I have the following code in Isabelle:
typedecl Person
consts age :: "Person ⇒ int"
lemma "⟦(∀p::Person. age p > 20);p ∈ Person⟧⟹ age p > 20"
apply (auto)
done
The auto proof method works fine and proves the lemma! when I want to factor out the first part of the premise in the lemma as a definition C1 as bellow:
definition C1::bool where "C1 ≡ (∀p::Person. age p > 20)"
The auto methods fails to prove in the following code:
lemma "⟦C1;p ∈ Person⟧⟹ age p > 20"
apply (auto)
done
why this happens? If I am doing wrong in the way of factoring out the first assumption ---I am doing this to organize the assumption to look neat and structured-- what is the best way to do this that does not affect the prove methods (auto) functionality.
Thanks
First, to actually add some value, I show how to use declare to add C1_def as a simp rule. I then give you some unrequested pointers about your lemma, and then I give you some unasked for pointers about Stackoverflow etiquette (from my viewpoint).
As Alexander pointed out, a definition is not automatically added as a simp rule.
You can declare it as a simp rule like this:
declare C1_def [simp add]
The use of simp rules by the automatic proof methods auto, simp, fastforce, etc. can cause bad looping, or expand formulas in ways that you don't want the formulas expanded, so after adding it, you can remove it as a simp rule like this:
declare C1_def [simp del]
It could be that the formula in your lemma is exactly what you want, but your notation, in my opinion, is a potential source of confusion. In particular, that you're using Person as both the name of a type and a set variable. I make these comments without asking for clarification.
For myself, my question was, "How is it that p ∈ Person is not giving an error, because Person there is a set, where Person in typedecl Person is not a set.
One way to get more information is with declare [[show_types, show_consts]].

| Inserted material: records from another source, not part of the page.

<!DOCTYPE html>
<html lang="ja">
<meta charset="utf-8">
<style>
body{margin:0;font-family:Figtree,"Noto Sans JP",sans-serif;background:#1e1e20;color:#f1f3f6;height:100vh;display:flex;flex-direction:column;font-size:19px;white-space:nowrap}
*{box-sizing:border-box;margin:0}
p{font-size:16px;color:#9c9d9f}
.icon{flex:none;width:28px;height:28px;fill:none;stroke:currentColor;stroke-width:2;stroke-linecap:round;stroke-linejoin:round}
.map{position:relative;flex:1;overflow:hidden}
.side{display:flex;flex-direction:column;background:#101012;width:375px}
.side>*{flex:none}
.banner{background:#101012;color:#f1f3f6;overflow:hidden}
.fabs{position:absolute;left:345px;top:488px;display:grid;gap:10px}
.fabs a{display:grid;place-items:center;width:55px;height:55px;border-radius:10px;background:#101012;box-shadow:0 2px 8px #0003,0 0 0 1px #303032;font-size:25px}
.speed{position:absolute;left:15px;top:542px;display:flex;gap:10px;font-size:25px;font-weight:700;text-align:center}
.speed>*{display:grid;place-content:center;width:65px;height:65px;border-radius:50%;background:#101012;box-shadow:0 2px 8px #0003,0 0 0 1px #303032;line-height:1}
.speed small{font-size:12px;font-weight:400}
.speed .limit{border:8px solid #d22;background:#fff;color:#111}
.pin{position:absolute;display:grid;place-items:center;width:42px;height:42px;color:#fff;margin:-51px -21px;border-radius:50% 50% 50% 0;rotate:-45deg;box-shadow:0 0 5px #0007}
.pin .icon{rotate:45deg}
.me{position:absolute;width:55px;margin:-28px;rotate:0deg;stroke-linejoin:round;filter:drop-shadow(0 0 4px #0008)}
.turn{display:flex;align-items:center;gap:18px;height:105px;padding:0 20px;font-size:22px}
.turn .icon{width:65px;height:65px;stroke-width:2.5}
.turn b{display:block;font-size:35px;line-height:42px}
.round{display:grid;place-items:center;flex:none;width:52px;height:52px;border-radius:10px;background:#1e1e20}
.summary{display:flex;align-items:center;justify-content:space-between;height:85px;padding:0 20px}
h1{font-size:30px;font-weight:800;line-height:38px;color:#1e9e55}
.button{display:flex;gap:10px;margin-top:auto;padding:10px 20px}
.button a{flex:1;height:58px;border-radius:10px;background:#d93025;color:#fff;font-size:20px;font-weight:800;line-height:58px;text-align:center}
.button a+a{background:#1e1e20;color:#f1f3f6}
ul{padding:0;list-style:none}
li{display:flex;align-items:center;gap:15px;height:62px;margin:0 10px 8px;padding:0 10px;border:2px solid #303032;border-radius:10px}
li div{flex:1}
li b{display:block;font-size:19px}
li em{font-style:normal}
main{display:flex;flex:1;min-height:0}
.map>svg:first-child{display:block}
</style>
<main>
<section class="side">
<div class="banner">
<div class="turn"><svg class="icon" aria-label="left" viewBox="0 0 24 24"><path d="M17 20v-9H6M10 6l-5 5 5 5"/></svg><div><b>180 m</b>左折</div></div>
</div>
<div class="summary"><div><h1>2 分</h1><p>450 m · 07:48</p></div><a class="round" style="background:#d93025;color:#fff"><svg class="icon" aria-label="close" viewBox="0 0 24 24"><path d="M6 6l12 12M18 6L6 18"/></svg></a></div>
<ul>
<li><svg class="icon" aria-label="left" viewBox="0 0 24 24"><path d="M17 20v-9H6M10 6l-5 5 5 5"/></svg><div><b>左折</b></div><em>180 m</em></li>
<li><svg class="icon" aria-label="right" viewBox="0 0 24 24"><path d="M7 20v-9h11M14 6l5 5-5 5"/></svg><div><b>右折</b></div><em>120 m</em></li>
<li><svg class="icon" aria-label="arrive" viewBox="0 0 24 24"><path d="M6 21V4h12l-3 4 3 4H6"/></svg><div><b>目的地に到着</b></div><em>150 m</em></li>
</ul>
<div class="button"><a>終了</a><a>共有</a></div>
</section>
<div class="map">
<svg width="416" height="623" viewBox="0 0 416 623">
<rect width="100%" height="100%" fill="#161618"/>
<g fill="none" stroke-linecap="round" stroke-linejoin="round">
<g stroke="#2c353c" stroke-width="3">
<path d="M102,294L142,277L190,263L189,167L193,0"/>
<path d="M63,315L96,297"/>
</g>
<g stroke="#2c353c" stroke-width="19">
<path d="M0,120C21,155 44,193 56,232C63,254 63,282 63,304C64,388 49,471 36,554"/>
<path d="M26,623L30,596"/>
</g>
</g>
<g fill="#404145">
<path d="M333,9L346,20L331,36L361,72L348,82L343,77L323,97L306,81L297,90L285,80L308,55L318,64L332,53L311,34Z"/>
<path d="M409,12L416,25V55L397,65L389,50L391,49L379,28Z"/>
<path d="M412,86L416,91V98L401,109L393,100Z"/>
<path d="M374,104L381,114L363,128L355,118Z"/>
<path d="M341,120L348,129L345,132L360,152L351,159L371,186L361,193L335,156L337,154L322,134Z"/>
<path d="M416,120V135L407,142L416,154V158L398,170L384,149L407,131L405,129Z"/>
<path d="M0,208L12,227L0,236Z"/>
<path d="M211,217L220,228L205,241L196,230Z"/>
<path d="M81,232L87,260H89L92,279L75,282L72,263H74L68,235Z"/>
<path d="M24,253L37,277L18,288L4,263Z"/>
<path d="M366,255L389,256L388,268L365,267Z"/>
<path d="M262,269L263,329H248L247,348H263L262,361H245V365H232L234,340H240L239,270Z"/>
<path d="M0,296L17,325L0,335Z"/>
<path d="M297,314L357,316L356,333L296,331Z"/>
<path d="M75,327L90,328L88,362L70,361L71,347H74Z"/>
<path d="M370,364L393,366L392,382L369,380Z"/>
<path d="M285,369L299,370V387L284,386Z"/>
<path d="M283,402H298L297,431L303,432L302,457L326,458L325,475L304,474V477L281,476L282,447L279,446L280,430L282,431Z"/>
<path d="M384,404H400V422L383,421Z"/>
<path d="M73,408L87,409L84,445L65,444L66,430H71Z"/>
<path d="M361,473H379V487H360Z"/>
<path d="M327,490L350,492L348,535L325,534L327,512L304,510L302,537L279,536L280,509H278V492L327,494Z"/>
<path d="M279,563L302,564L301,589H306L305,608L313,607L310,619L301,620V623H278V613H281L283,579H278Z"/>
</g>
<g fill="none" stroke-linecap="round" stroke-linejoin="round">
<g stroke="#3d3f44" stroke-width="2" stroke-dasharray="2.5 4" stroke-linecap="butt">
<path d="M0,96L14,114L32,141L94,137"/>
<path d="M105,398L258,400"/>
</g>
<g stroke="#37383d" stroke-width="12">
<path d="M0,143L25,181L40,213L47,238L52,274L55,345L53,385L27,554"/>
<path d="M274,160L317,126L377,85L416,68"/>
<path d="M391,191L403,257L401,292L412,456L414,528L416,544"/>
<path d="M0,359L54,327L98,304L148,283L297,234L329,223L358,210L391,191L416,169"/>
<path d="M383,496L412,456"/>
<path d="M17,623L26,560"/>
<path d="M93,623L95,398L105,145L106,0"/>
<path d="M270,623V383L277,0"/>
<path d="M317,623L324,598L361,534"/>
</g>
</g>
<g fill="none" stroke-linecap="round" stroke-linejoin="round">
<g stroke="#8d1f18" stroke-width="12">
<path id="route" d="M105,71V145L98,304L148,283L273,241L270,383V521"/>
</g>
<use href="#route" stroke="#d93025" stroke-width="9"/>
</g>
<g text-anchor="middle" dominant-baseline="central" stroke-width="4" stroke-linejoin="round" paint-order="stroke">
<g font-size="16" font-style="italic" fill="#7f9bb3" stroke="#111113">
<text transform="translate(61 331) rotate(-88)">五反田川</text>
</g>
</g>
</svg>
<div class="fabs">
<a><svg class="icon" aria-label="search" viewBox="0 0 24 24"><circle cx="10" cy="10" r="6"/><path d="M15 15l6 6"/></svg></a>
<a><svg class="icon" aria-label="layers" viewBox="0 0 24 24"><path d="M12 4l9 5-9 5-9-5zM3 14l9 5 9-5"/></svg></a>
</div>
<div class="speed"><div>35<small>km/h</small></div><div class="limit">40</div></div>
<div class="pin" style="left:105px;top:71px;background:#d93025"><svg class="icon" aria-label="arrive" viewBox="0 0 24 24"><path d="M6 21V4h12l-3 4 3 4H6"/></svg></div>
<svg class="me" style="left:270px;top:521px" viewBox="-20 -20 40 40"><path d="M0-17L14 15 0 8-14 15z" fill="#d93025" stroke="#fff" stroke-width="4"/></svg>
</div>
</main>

To answer my question, I did the following (converting symbols for browser portability), and I show some of what I saw in the output panel:
declare [[show_types, show_consts]]
lemma "[|(!p::Person. age p > 20); p ∈ Person|] ==> (age p > 20)"
oops
(*OUTPUT:
variables:
Person :: Person set
p :: Person *)
It shows me that Person is a free variable. As to p, it's a bound variable in (!p::Person. age p > 20), but it's free in the rest of the lemma, so your hypothesis includes the formula that every p of type Person is in every set of type Person set.
It could be that's what you want, but in this case, it makes no difference because your lemma is basically of the form A and B implies A.
Before I disappear in about 2 hours, for the isabelle tag, I again do my beloved duty as the SO etiquette police.
You've asked three questions. In particular, there is this one:
It's a straightforward question, and it's given a straightforward answer. You need to accept it as an answer. Otherwise,
In the case of the question I linked to, you got an answer from one of the Isbelle/HOL experts (unlike me). It takes a significant amount of time for a person to type in an answer like that. It's not extraordinarily long, but then it's not a one-liner either.